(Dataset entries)
────────────────────────────────────────
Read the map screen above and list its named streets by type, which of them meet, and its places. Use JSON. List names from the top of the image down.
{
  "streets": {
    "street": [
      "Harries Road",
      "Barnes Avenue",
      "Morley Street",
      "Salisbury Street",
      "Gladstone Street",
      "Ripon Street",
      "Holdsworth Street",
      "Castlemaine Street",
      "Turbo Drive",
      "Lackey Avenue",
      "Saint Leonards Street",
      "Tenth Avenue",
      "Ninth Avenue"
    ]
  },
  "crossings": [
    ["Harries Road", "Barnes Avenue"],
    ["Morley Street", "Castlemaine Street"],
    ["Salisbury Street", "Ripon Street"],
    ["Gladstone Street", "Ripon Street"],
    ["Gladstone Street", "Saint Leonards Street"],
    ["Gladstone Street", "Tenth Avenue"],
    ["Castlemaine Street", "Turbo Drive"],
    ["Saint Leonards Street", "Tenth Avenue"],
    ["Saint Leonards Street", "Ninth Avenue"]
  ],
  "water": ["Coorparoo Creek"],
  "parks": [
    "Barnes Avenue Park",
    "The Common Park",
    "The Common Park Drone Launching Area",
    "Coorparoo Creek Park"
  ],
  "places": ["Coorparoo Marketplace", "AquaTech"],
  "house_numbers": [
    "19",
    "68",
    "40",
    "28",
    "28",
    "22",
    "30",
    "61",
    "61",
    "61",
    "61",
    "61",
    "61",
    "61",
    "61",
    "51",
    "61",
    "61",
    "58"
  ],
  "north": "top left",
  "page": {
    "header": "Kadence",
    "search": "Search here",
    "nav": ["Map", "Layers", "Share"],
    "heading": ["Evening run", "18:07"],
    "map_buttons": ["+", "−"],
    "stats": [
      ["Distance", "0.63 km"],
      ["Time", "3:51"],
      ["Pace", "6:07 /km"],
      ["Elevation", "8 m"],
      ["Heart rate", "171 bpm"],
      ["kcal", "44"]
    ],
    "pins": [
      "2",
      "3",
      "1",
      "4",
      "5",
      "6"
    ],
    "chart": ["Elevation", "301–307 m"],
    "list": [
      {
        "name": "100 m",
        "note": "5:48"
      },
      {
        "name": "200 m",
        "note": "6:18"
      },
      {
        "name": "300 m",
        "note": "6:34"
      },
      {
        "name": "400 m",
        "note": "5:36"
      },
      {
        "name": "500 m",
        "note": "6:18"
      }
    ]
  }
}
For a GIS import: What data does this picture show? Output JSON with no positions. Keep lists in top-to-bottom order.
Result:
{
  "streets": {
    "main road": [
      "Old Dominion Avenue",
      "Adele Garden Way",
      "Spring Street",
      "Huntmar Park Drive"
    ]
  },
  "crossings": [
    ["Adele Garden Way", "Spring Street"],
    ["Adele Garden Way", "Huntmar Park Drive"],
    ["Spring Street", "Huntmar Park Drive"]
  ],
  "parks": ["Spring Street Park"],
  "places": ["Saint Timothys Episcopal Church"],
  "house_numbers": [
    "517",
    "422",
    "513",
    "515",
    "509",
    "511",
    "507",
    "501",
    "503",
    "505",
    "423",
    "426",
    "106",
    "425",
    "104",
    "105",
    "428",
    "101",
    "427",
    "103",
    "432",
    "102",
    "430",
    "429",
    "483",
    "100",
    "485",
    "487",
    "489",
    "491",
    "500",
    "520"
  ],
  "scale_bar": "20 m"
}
────────────────────────────────────────
What the exercise asks | Repeat the records, every one of them, without any deviation.

Exercise response |
Read the map screen above and list its named streets by type, which of them meet, and its places. Use JSON. List names from the top of the image down.
{
  "streets": {
    "street": [
      "Harries Road",
      "Barnes Avenue",
      "Morley Street",
      "Salisbury Street",
      "Gladstone Street",
      "Ripon Street",
      "Holdsworth Street",
      "Castlemaine Street",
      "Turbo Drive",
      "Lackey Avenue",
      "Saint Leonards Street",
      "Tenth Avenue",
      "Ninth Avenue"
    ]
  },
  "crossings": [
    ["Harries Road", "Barnes Avenue"],
    ["Morley Street", "Castlemaine Street"],
    ["Salisbury Street", "Ripon Street"],
    ["Gladstone Street", "Ripon Street"],
    ["Gladstone Street", "Saint Leonards Street"],
    ["Gladstone Street", "Tenth Avenue"],
    ["Castlemaine Street", "Turbo Drive"],
    ["Saint Leonards Street", "Tenth Avenue"],
    ["Saint Leonards Street", "Ninth Avenue"]
  ],
  "water": ["Coorparoo Creek"],
  "parks": [
    "Barnes Avenue Park",
    "The Common Park",
    "The Common Park Drone Launching Area",
    "Coorparoo Creek Park"
  ],
  "places": ["Coorparoo Marketplace", "AquaTech"],
  "house_numbers": [
    "19",
    "68",
    "40",
    "28",
    "28",
    "22",
    "30",
    "61",
    "61",
    "61",
    "61",
    "61",
    "61",
    "61",
    "61",
    "51",
    "61",
    "61",
    "58"
  ],
  "north": "top left",
  "page": {
    "header": "Kadence",
    "search": "Search here",
    "nav": ["Map", "Layers", "Share"],
    "heading": ["Evening run", "18:07"],
    "map_buttons": ["+", "−"],
    "stats": [
      ["Distance", "0.63 km"],
      ["Time", "3:51"],
      ["Pace", "6:07 /km"],
      ["Elevation", "8 m"],
      ["Heart rate", "171 bpm"],
      ["kcal", "44"]
    ],
    "pins": [
      "2",
      "3",
      "1",
      "4",
      "5",
      "6"
    ],
    "chart": ["Elevation", "301–307 m"],
    "list": [
      {
        "name": "100 m",
        "note": "5:48"
      },
      {
        "name": "200 m",
        "note": "6:18"
      },
      {
        "name": "300 m",
        "note": "6:34"
      },
      {
        "name": "400 m",
        "note": "5:36"
      },
      {
        "name": "500 m",
        "note": "6:18"
      }
    ]
  }
}
For a GIS import: What data does this picture show? Output JSON with no positions. Keep lists in top-to-bottom order.
Result:
{
  "streets": {
    "main road": [
      "Old Dominion Avenue",
      "Adele Garden Way",
      "Spring Street",
      "Huntmar Park Drive"
    ]
  },
  "crossings": [
    ["Adele Garden Way", "Spring Street"],
    ["Adele Garden Way", "Huntmar Park Drive"],
    ["Spring Street", "Huntmar Park Drive"]
  ],
  "parks": ["Spring Street Park"],
  "places": ["Saint Timothys Episcopal Church"],
  "house_numbers": [
    "517",
    "422",
    "513",
    "515",
    "509",
    "511",
    "507",
    "501",
    "503",
    "505",
    "423",
    "426",
    "106",
    "425",
    "104",
    "105",
    "428",
    "101",
    "427",
    "103",
    "432",
    "102",
    "430",
    "429",
    "483",
    "100",
    "485",
    "487",
    "489",
    "491",
    "500",
    "520"
  ],
  "scale_bar": "20 m"
}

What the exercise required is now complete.